TASK INSTRUCTIONS: Which lines in the entries below contain the string "overflow"? Show each of them in full.

EXTRACTED RECORDS:
****************
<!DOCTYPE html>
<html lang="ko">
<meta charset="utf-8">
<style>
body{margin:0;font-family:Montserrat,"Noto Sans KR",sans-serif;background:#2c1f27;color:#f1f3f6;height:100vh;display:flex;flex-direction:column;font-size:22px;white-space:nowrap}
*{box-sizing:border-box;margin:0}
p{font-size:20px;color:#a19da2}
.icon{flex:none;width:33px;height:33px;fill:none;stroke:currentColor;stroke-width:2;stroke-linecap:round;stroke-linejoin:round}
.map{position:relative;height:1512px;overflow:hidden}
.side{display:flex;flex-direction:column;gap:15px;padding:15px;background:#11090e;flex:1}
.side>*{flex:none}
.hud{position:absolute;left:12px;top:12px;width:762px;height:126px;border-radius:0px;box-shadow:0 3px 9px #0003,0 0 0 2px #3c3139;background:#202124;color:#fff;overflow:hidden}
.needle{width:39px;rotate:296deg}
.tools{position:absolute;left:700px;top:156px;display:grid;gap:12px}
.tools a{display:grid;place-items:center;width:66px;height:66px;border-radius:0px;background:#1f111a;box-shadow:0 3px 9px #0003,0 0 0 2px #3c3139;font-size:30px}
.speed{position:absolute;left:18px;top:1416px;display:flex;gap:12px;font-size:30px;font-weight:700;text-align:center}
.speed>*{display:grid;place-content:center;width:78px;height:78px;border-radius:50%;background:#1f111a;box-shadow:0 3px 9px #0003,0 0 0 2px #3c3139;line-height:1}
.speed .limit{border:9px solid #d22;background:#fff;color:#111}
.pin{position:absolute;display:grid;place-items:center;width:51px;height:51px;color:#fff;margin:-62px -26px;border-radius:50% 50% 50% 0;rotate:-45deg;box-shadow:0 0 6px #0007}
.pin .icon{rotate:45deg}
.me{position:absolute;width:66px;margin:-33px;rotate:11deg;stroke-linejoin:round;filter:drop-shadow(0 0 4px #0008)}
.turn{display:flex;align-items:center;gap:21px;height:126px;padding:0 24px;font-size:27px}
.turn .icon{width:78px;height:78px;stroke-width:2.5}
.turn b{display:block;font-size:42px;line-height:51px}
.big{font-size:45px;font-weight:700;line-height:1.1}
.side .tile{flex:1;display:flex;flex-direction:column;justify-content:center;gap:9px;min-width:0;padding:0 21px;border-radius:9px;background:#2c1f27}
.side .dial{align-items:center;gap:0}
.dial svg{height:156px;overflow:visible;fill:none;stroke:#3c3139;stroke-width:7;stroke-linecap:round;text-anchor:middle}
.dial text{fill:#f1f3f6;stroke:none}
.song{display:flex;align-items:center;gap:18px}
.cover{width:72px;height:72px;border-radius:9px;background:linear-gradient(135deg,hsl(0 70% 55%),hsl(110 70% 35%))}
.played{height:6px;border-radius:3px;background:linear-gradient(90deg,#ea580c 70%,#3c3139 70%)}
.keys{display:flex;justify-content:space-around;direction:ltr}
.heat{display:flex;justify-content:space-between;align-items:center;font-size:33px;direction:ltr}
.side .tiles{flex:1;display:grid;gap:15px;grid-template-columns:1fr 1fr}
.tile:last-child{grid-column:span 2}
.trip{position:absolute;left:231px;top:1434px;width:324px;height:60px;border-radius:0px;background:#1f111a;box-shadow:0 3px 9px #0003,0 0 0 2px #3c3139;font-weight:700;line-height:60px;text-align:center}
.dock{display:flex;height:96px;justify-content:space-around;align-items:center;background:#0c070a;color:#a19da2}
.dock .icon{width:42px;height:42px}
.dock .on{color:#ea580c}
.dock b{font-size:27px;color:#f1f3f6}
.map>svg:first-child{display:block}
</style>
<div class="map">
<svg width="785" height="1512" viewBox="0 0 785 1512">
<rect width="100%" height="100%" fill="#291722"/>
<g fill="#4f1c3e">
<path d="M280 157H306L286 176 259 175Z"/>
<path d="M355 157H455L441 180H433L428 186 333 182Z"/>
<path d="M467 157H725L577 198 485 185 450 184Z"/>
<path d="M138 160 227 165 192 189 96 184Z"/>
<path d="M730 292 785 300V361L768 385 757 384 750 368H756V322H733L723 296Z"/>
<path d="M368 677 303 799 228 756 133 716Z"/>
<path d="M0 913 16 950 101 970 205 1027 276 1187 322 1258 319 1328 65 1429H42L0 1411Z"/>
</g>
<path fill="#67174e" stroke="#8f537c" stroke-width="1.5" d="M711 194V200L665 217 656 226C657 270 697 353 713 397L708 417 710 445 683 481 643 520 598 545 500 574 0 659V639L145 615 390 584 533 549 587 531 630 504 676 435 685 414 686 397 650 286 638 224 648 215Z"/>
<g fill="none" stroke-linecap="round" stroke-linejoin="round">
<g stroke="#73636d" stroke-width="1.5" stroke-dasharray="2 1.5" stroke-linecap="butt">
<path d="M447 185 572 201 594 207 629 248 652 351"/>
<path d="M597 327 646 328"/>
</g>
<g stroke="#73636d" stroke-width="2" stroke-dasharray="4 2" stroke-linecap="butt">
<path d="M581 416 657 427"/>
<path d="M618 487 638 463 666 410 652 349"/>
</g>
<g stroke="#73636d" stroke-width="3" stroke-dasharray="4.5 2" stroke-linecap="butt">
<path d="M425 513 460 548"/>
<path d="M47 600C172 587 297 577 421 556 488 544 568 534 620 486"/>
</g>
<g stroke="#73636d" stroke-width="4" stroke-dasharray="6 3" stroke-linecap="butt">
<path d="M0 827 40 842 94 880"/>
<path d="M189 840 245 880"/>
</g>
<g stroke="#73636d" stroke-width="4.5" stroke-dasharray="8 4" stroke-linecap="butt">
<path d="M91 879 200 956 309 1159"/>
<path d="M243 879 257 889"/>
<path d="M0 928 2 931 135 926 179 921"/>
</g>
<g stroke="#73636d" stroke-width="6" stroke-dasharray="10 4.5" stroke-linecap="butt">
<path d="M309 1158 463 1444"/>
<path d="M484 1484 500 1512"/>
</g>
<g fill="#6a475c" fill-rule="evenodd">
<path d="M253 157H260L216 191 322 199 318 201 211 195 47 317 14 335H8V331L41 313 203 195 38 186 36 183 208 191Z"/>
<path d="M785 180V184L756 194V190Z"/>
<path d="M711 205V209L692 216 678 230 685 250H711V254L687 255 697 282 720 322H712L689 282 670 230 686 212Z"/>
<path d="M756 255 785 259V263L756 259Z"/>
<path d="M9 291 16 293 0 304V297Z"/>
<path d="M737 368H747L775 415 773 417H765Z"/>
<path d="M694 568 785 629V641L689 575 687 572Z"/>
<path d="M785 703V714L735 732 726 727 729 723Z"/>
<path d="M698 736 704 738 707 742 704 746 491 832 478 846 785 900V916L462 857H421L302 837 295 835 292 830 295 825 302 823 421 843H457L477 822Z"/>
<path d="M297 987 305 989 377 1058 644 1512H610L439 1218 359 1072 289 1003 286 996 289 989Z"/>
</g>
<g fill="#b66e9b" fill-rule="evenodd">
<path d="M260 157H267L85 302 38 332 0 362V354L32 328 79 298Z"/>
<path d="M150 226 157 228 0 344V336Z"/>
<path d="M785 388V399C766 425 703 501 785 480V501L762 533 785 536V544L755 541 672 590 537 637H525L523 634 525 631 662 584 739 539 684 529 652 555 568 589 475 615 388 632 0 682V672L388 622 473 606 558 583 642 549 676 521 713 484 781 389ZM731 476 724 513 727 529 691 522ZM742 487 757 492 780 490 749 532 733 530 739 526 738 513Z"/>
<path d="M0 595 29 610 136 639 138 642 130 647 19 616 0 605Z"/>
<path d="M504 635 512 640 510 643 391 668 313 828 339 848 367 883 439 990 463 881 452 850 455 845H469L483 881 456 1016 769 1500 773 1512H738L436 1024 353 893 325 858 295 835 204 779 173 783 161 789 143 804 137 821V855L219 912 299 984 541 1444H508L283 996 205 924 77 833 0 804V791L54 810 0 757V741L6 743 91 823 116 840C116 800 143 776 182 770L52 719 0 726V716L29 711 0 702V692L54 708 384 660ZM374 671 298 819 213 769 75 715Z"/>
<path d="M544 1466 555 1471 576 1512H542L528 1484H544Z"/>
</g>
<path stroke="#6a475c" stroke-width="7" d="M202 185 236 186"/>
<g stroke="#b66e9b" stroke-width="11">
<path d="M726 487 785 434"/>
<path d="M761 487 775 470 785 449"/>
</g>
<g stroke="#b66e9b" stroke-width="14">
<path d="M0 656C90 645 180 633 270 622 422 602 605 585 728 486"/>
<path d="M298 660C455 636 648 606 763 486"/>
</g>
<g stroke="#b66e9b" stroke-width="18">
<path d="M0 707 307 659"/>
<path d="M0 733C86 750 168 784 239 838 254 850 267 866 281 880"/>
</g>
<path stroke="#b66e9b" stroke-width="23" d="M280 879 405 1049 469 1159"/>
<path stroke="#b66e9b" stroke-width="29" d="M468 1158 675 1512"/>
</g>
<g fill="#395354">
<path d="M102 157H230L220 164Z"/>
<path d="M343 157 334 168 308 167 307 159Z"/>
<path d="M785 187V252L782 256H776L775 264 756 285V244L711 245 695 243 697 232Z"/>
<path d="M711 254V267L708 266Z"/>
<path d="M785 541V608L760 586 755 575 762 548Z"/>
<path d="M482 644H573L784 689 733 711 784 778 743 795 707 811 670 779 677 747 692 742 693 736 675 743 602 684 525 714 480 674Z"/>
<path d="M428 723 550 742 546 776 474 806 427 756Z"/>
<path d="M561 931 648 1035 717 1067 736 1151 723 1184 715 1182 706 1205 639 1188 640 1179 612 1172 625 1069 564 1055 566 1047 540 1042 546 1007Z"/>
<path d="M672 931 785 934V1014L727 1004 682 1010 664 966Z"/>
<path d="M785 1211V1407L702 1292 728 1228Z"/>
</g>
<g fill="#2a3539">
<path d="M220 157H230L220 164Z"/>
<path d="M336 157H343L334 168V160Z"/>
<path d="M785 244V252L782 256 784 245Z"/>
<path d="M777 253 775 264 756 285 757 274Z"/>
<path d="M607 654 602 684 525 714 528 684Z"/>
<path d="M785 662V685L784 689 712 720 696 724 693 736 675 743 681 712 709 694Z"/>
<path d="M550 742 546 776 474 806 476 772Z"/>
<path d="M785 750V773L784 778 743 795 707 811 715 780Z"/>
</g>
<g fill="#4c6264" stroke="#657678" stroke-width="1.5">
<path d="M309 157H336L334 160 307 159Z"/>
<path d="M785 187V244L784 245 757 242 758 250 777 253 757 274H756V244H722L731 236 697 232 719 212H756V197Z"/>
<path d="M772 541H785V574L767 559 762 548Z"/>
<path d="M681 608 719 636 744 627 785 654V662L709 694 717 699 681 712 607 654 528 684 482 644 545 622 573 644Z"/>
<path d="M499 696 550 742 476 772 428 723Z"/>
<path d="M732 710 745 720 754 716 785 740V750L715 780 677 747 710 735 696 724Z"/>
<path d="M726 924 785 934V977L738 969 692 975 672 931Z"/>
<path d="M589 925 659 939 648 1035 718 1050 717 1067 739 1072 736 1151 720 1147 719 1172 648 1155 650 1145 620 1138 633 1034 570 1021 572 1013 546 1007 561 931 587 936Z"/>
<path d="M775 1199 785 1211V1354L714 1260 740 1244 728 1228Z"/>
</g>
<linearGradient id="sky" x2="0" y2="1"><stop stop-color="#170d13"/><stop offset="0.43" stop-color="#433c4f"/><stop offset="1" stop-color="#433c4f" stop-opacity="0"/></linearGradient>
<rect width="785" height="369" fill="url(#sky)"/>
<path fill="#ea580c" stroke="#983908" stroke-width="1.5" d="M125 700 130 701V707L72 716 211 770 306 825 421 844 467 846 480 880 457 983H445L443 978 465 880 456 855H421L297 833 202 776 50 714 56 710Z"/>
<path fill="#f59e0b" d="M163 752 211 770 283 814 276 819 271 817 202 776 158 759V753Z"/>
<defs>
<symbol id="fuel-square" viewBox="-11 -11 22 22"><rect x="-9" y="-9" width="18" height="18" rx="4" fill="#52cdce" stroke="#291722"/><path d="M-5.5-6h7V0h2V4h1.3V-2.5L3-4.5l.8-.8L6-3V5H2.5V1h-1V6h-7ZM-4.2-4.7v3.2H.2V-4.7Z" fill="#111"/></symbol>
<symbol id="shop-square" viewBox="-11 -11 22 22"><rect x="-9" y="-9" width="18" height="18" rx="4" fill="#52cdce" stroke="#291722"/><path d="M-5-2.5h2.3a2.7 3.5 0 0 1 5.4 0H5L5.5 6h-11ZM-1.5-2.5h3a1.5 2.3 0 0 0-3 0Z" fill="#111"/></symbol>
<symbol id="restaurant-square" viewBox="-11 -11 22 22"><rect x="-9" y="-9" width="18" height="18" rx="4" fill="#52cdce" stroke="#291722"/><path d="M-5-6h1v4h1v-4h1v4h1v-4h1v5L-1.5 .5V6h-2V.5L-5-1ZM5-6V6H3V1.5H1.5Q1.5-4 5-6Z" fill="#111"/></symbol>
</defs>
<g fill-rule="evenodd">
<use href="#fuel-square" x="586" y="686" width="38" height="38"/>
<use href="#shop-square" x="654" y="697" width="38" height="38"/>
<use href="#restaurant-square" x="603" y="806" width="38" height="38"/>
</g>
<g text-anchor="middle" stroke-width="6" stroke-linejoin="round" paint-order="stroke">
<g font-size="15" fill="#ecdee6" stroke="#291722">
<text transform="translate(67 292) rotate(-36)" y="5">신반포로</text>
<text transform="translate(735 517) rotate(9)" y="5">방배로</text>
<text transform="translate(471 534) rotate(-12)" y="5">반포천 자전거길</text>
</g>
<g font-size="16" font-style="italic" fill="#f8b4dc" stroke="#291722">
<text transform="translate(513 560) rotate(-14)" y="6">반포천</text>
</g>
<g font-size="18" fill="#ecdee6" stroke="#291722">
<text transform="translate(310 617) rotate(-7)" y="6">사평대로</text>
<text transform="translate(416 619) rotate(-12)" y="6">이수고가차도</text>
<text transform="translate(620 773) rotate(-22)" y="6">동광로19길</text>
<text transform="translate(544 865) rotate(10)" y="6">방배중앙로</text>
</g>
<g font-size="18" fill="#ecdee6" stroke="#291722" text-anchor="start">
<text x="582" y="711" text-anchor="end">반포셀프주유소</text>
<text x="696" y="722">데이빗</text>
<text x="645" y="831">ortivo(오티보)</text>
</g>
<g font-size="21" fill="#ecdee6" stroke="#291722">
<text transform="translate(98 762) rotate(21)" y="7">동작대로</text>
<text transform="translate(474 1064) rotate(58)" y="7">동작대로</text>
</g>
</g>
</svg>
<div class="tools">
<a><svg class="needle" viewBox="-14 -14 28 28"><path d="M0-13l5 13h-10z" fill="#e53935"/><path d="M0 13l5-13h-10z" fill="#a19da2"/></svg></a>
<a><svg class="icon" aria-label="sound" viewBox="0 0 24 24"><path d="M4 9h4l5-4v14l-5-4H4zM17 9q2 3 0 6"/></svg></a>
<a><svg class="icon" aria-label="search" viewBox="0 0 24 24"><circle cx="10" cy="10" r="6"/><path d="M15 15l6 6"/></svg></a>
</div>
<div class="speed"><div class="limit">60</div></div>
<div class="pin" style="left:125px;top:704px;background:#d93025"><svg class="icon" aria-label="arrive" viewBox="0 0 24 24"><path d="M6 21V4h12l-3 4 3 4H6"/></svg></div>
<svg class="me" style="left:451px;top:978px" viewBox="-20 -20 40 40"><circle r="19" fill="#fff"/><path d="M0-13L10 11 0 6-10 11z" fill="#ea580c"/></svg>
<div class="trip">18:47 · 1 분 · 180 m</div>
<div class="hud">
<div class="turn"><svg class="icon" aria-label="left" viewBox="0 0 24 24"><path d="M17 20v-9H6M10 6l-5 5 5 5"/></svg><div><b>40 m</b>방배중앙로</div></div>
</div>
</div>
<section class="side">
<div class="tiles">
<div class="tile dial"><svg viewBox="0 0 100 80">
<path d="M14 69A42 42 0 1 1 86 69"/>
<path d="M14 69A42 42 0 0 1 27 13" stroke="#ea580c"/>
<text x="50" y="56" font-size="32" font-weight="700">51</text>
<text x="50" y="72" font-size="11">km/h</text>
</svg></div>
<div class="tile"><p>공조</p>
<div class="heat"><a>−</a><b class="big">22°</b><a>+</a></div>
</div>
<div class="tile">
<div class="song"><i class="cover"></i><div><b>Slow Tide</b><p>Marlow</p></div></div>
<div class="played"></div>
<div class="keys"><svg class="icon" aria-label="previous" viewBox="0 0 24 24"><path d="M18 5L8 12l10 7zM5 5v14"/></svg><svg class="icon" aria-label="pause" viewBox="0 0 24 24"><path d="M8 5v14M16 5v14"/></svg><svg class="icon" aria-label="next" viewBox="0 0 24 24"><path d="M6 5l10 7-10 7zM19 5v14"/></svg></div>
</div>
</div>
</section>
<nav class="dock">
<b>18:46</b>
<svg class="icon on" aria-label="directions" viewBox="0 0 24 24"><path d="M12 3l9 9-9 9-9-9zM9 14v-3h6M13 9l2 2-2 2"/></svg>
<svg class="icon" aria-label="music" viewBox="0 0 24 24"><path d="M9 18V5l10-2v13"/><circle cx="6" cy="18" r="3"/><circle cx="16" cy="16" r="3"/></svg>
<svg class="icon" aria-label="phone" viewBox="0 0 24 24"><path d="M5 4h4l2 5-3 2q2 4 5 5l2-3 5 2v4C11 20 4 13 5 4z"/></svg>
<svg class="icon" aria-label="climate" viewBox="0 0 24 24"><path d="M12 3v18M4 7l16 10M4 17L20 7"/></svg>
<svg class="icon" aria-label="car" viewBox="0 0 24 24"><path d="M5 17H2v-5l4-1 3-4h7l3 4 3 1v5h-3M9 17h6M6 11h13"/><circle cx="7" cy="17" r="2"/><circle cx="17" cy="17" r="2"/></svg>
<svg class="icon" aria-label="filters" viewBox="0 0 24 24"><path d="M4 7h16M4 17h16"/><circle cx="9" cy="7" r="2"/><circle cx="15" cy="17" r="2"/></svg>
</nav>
****************
SOLVED PROBLEM:
.map{position:relative;height:1512px;overflow:hidden}
.hud{position:absolute;left:12px;top:12px;width:762px;height:126px;border-radius:0px;box-shadow:0 3px 9px #0003,0 0 0 2px #3c3139;background:#202124;color:#fff;overflow:hidden}
.dial svg{height:156px;overflow:visible;fill:none;stroke:#3c3139;stroke-width:7;stroke-linecap:round;text-anchor:middle}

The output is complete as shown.